Since 1950, we have entered into an era of global convergence, in which much of the non-Western world is gradually catching up, technologically, economically, geopolitically and militarily. The North Atlantic is losing its uniquely dominant position in the world economy. The technological and economic catching-up, most notable of course in Asia, is facilitated by several factors-the spread of national sovereignty following European colonialism; vastly improved transport and communications technologies; the spread of infectious-disease control, mass literacy and public education; the dissemination of global scientific and engineering knowledge; and the broad adoption of a valid "catch-up model" of economic development based on technology imports within a mixed public-private system. The system was modeled heavily on the state-led market development of Japan, the only non-Western country to succeed in achieving modern industrialization during the nineteenth century. Japan's economic development following the Meiji Restoration in 1868 can indeed be viewed as the invention of "catch-up growth."

The modern age of convergence, begun with Japan's rapid rebuilding after World War II, was extended in the 1950s and 1960s by the rise of Korea, Taiwan, Hong Kong and Singapore, all built on an export-led growth model using U.S. and Japanese technologies and institutions. Convergent economic growth then spread through Southeast Asia (notably Indonesia, Malaysia and Thailand) in the 1970s and 1980s, again supported by Japanese and U.S. technologies, and Japanese aid and development concepts. The convergence patterns were greatly expanded with the initiation of rapid market-based growth in China after 1978 (which imitated strategies in East and Southeast Asia) and then India in the 1980s (and especially after market-based reforms initiated in 1991). In the early twenty-first century, both Brazil and Mexico are similarly experiencing rapid technological catch-up.

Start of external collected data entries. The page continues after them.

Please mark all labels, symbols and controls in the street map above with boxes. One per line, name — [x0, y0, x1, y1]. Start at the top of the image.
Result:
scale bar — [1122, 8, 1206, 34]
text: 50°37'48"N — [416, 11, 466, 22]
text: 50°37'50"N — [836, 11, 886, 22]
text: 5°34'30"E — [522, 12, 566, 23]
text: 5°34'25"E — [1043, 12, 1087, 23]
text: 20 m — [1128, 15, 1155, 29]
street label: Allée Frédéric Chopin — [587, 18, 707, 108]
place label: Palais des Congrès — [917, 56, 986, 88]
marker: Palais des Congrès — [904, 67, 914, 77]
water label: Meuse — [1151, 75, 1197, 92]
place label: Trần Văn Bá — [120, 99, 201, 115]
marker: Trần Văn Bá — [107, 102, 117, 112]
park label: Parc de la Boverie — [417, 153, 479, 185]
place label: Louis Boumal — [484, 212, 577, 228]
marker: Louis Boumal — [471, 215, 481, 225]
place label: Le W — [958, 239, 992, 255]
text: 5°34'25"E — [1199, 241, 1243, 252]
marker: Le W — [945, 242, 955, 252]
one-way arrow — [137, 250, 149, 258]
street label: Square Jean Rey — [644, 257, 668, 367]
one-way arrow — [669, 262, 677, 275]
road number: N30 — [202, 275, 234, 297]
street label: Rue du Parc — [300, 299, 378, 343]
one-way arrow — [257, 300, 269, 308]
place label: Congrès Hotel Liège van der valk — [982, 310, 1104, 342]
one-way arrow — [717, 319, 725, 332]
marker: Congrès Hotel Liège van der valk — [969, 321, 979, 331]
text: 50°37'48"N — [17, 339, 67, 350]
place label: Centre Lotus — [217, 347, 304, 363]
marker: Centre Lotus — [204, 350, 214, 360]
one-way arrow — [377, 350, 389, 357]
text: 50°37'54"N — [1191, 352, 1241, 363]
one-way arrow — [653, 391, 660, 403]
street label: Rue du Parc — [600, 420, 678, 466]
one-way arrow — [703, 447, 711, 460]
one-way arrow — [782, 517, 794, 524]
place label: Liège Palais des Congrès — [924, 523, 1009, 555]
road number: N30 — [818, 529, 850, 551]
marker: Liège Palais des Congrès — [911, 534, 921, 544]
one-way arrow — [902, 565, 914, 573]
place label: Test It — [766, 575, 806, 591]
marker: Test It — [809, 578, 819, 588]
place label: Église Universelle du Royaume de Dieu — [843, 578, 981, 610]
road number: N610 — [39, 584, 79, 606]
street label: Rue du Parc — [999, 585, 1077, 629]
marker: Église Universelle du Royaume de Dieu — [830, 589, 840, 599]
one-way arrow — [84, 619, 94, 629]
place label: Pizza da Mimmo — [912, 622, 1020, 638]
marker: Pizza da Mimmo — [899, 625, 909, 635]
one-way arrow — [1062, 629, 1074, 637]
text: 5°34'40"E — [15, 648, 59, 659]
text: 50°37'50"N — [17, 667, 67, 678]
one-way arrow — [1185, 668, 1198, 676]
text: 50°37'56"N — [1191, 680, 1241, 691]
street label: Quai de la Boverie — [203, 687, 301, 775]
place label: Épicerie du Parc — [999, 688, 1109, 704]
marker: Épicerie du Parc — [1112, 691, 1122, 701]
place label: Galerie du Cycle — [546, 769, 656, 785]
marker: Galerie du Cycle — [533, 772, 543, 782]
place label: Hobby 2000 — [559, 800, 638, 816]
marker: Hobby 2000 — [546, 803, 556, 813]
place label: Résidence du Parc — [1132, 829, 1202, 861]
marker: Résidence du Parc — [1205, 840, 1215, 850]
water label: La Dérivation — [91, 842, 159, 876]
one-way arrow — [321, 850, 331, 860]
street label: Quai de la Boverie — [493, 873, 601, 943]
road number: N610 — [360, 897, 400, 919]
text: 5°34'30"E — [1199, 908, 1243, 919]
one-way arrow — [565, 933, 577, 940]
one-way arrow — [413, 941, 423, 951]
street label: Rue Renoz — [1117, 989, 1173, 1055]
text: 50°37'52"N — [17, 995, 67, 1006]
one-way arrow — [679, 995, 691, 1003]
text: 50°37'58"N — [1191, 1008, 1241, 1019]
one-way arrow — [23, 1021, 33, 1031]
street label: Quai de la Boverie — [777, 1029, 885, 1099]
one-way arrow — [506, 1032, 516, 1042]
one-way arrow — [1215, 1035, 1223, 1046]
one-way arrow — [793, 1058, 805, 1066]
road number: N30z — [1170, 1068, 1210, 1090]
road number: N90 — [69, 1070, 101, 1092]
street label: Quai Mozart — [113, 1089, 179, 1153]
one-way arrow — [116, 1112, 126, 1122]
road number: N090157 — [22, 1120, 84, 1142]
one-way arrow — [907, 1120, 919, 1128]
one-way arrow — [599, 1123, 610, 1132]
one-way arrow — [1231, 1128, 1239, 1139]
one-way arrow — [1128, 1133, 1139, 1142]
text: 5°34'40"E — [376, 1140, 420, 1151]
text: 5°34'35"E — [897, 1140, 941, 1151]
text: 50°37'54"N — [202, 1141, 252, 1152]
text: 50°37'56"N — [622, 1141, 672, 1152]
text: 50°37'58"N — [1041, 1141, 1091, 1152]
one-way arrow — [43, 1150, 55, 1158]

In economic terms, the share of global income in the North Atlantic is now declining quickly as the emerging economies of Asia, the Middle East and Latin America grow rapidly. This is, of course, especially true when output and income are measured in purchasing-power-adjusted terms, thereby adding weight to the share of the emerging economies. By 2050, Asia will be home to more than half of global production, up from around 20 percent as of 1970. In geopolitical terms, the unipolar world of the North Atlantic is over. China, India, Brazil and other regional powers now fundamentally constrain the actions of the United States and Western Europe. This shift to multipolarity in geopolitics is bound to accelerate in the coming decades.